Venendo al nostro Paese, Camusso ha evidenziato come alle donne ormai ci si rivolga “con un linguaggio che ha perso il senso delle parole, con una modalità che è quotidianamente discriminatoria e offensiva: un atteggiamento che non siamo disposti ad accettare, pretendiamo rispetto nel linguaggio e nei modi”. E sempre per rimanere nell’attualità, ha dedicato un passaggio all’audizione dei sindacati in Parlamento sul ddl Pillon, un provvedimento che “cancella i diritti delle donne, non tutela i minori, vìola la convenzione di Istanbul, che è figlia della nostra lotta di tutti questi anni alla violenza contro le donne”.
Susanna Camusso è poi entrata nel merito del tema della giornata. “In questi anni di crisi ci siamo difesi, abbiamo lottato affinché non ci fosse la riduzione dell'occupazione, affinché le fabbriche, gli uffici, i call center restassero aperti. Ma quando ci si difende, spesso degli spazi si perdono. E noi abbiamo perso il vedere le differenze, le diversità”, ha spiega l’esponente sindacale: “La contrattazione di genere non è una cosa in più, ma è necessaria anche per affrontare con qualità la crisi che ci attraversa. Le prossime piattaforme devono avere tutte la contrattazione di genere non come ultimo punto, che viene abbandonato alla fine della prima trattativa, ma come elemento fondamentale per intervenire sulle condizioni di lavoro, per cambiare cose molto profonde, a partire dall’idea che il lavoro è quello maschile e poi c'è anche il lavoro delle donne”.
Continuando ad approfondire la contrattazione di genere, Camusso si è concentrata sullo specifico aspetto della conciliazione. “Non può essere considerata nella contrattazione come un elemento che determina che le donne sono un costo maggiore, perché se continuiamo a vederla così alimentiamo il pregiudizio sulle donne al lavoro”, ha illustrato la responsabile delle Pari opportunità della Cgil nazionale, sottolineando che “bisogna cominciare a dire che le politiche di conciliazione sono innanzitutto politiche di responsabilità genitoriale, in cui tutto il carico della cura nel senso generale del termine, che va dalla famiglia ai figli, agli anziani, non può essere solo sulle donne.
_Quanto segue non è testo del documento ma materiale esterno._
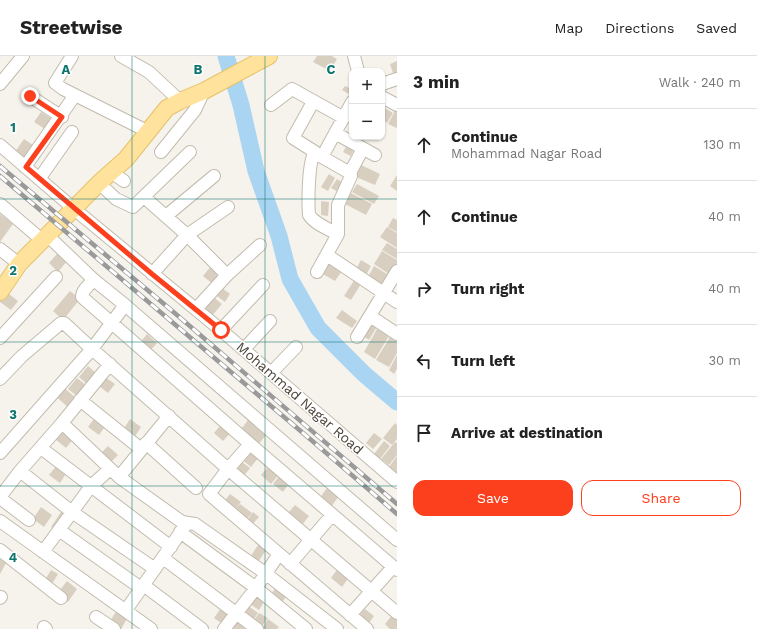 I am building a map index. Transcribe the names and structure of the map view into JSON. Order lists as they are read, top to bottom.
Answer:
{
  "streets": {
    "street": ["Mohammad Nagar Road"]
  },
  "page": {
    "header": "Streetwise",
    "nav": ["Map", "Directions", "Saved"],
    "heading": ["3 min", "Walk · 240 m"],
    "map_buttons": ["+", "−"],
    "list": [
      ["Continue", "Mohammad Nagar Road", "130 m"],
      ["Continue", "40 m"],
      ["Turn right", "40 m"],
      ["Turn left", "30 m"],
      "Arrive at destination"
    ],
    "buttons": ["Save", "Share"]
  },
  "grid": {
    "columns": ["A", "B", "C"],
    "rows": [
      "1",
      "2",
      "3",
      "4"
    ]
  }
} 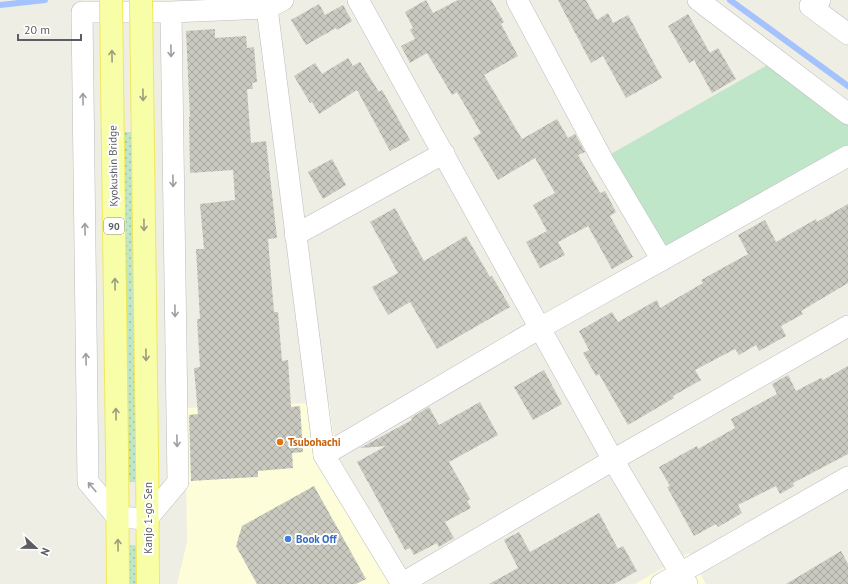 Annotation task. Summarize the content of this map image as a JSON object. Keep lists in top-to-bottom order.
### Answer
{
  "streets": {
    "main road": ["Kyokushin Bridge", "90", "Kanjo 1-go Sen"]
  },
  "crossings": [
    ["Kyokushin Bridge", "90"]
  ],
  "one_way": ["Kyokushin Bridge", "Kanjo 1-go Sen"],
  "places": ["Tsubohachi", "Book Off"],
  "scale_bar": "20 m",
  "north": "right"
} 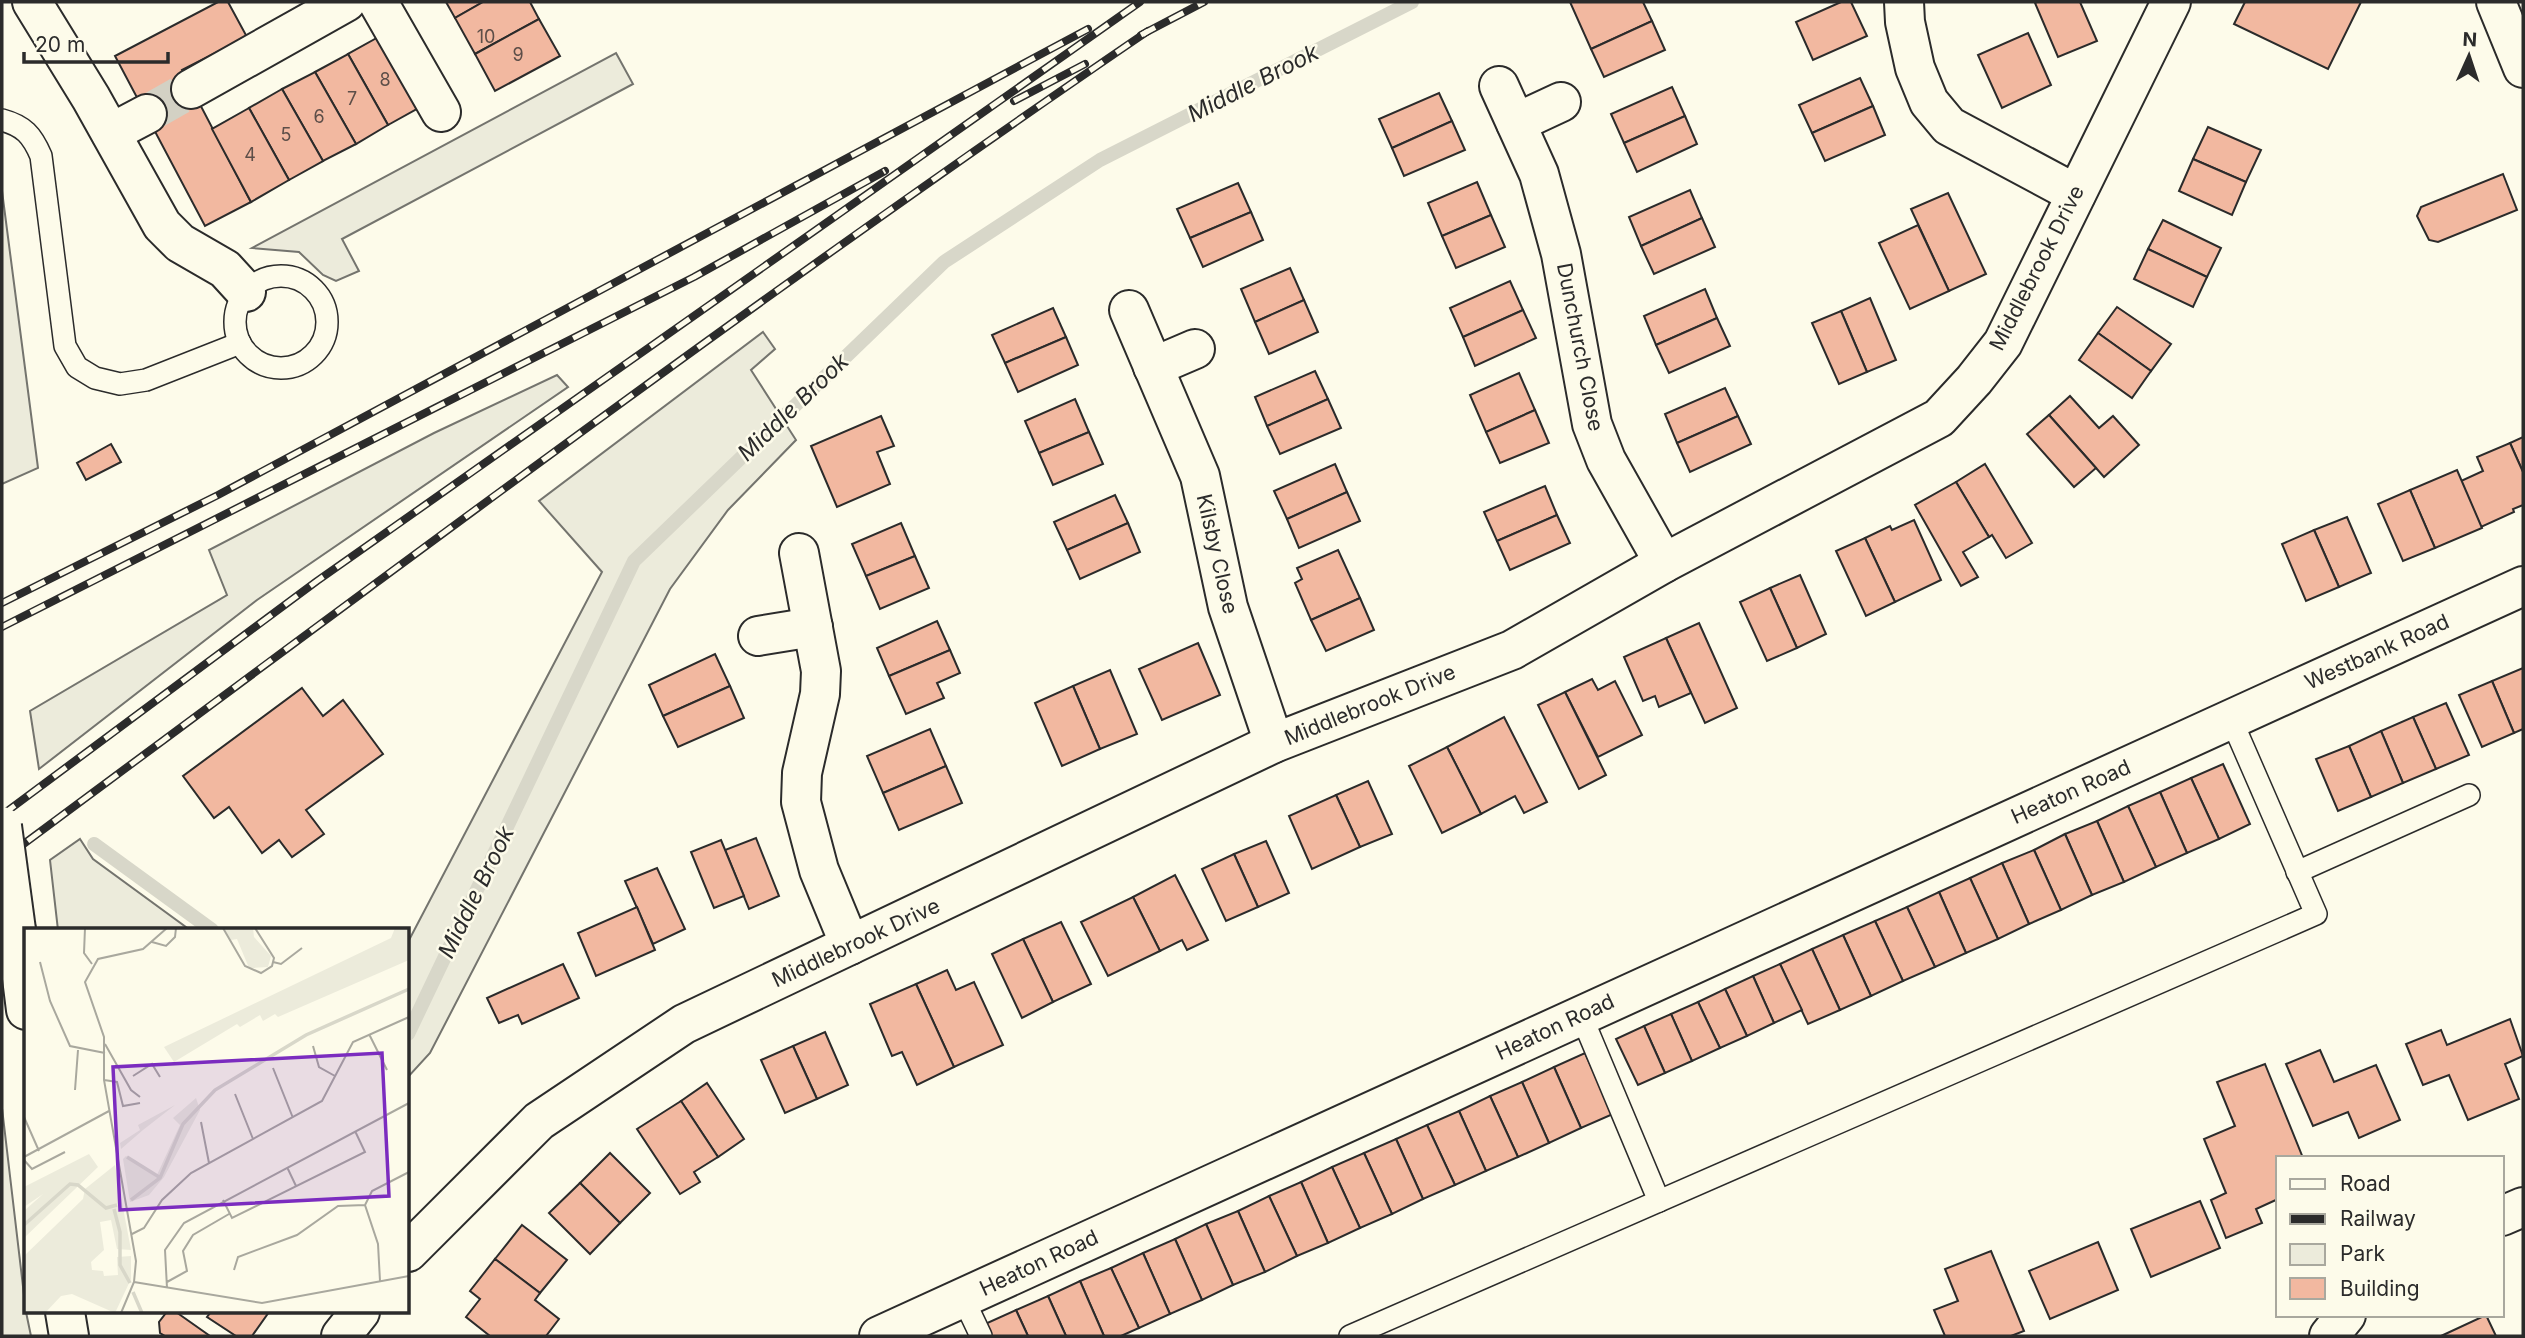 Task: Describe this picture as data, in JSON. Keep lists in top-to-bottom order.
{
  "streets": {
    "street": [
      "Middlebrook Drive",
      "Dunchurch Close",
      "Kilsby Close",
      "Westbank Road",
      "Heaton Road"
    ]
  },
  "crossings": [
    ["Middlebrook Drive", "Dunchurch Close"],
    ["Middlebrook Drive", "Kilsby Close"],
    ["Westbank Road", "Heaton Road"]
  ],
  "water": ["Middle Brook"],
  "house_numbers": [
    "10",
    "9",
    "8",
    "7",
    "6",
    "5",
    "4"
  ],
  "legend": [
    "Road",
    "Railway",
    "Park",
    "Building"
  ],
  "scale_bar": "20 m",
  "north": "top"
}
Gli uomini debbono iniziare a pensare che una parte del loro tempo va dedicata alla cura, e che questo tempo va retribuito, come abbiamo sempre indicato per le donne”.
Il tema della conciliazione porta con sé anche quello del tempo di lavoro, che Camusso coniuga in relazione alle nuove tecnologie. “Il tempo di lavoro oggi è aumentato, chi lavora oggi lavora di più di quanto lavorasse prima della crisi. Ed è un tempo che non è misurato, non sta nel cartellino, perché è il tempo della connessione, dell'essere comunque in linea, del continuare a pensare e fare”, ha argomentato l’ex segretario generale della Cgil: “Quello però è un tempo maschile, perché è il tempo della disponibilità. Quello che fa dire agli uomini: ‘se ritardo nell’arrivare a casa comunque c'è chi ha preparato la cena, se non posso andare a prendere i bambini ci penserà la mia compagna o la nonna, comunque una donna’. Ma se questa disponibilità diventa il metro di misura della carriera, della professionalità, dei livelli di inquadramento, della retribuzione, allora questa è una discriminazione”.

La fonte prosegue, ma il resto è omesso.